An der oberen Kante werden die beiden Teile mit einem kleinen Scharnier verbunden, das ermöglicht das Zusammenklappen des Ständers zum leichteren Transport, oder um ihn möglichst platzsparend zu verstauen.

Ich zeichnete die entsprechenden Positionen für das Scharnier an. Vorsichtig stemmte ich die Aussparungen ein (Bild 1). So kann der Ständer später bündig zusammengeklappt werden.

Danach ging es ans Schleifen. Mit unterschiedlichen Handgeräten und Schleifpapier von grob bis fein wurden die Flächen geglättet (Bilder 2-4). Als ich mit dem Ergebnis zufrieden war klebte ich die Teile probeweise mit Malerkrepp zusammen um einen ersten Eindruck zu bekommen (Bild 5) - könnte was werden.

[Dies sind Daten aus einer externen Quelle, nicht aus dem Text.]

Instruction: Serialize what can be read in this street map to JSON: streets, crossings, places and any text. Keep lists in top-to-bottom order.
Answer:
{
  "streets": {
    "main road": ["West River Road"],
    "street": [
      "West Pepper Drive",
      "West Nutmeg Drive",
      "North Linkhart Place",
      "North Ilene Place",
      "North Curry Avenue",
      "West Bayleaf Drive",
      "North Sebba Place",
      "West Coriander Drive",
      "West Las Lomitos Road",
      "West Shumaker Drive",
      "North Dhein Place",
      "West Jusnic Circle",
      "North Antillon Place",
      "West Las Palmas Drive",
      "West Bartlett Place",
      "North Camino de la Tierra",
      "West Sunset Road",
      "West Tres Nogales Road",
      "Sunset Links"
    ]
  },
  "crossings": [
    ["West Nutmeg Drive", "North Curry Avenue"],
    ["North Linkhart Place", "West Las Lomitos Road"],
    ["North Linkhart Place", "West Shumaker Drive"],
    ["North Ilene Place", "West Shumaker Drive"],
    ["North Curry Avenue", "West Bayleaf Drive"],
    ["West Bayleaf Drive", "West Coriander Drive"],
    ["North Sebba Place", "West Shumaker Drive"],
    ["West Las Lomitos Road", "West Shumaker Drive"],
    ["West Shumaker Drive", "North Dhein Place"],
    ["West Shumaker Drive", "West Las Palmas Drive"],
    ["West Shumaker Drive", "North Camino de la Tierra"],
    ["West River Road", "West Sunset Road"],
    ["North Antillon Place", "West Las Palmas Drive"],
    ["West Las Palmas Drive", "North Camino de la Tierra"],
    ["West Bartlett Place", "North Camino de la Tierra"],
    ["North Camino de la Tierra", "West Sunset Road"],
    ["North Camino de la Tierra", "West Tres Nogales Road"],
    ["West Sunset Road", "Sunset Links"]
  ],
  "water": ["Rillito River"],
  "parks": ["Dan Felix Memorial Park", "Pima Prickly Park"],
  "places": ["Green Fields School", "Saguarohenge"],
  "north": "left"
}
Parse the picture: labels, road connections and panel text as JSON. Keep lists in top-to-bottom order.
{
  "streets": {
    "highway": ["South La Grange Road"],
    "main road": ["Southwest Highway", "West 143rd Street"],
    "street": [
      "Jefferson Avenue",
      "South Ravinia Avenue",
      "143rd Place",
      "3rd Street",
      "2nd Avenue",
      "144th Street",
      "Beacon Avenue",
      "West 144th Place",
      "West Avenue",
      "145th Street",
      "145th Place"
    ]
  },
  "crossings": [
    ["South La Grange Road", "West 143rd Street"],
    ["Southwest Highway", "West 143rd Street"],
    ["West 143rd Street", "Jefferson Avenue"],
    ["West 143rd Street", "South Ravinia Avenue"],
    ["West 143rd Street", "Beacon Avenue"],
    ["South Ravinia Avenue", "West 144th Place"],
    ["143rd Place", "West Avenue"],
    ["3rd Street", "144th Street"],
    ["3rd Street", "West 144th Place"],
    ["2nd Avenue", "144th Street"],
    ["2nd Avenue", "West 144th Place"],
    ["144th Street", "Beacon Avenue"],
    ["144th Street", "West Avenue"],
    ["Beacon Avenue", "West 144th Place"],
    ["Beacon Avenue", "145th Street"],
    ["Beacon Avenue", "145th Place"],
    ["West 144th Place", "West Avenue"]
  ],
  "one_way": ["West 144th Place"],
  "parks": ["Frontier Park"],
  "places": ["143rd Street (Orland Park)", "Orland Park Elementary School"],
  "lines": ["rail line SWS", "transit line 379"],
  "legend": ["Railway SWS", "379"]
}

Nochmals auf den Frästisch um die Kanten abzurunden (Bild 6). Dabei habe ich nur die Kanten der Außenseiten gerundet.

Ich entdeckte eine fehlerhafte Stelle im oberen Bereich. Die Dreischichtplatte zeigte hier einen unschönen Spalt. Das konnte so nicht bleiben und ich machte eine Blitzreparatur:
In den Spalt gab ich etwas Leim (Bild 7). Dann füllte ich ihn mit Zahnstochern auf (Bild 8). Diese wurden mit der Japansäge gekürzt (Bild 9), die Stelle überschliffen und schon war nichts mehr vom Fehler zu sehen (Bild 10).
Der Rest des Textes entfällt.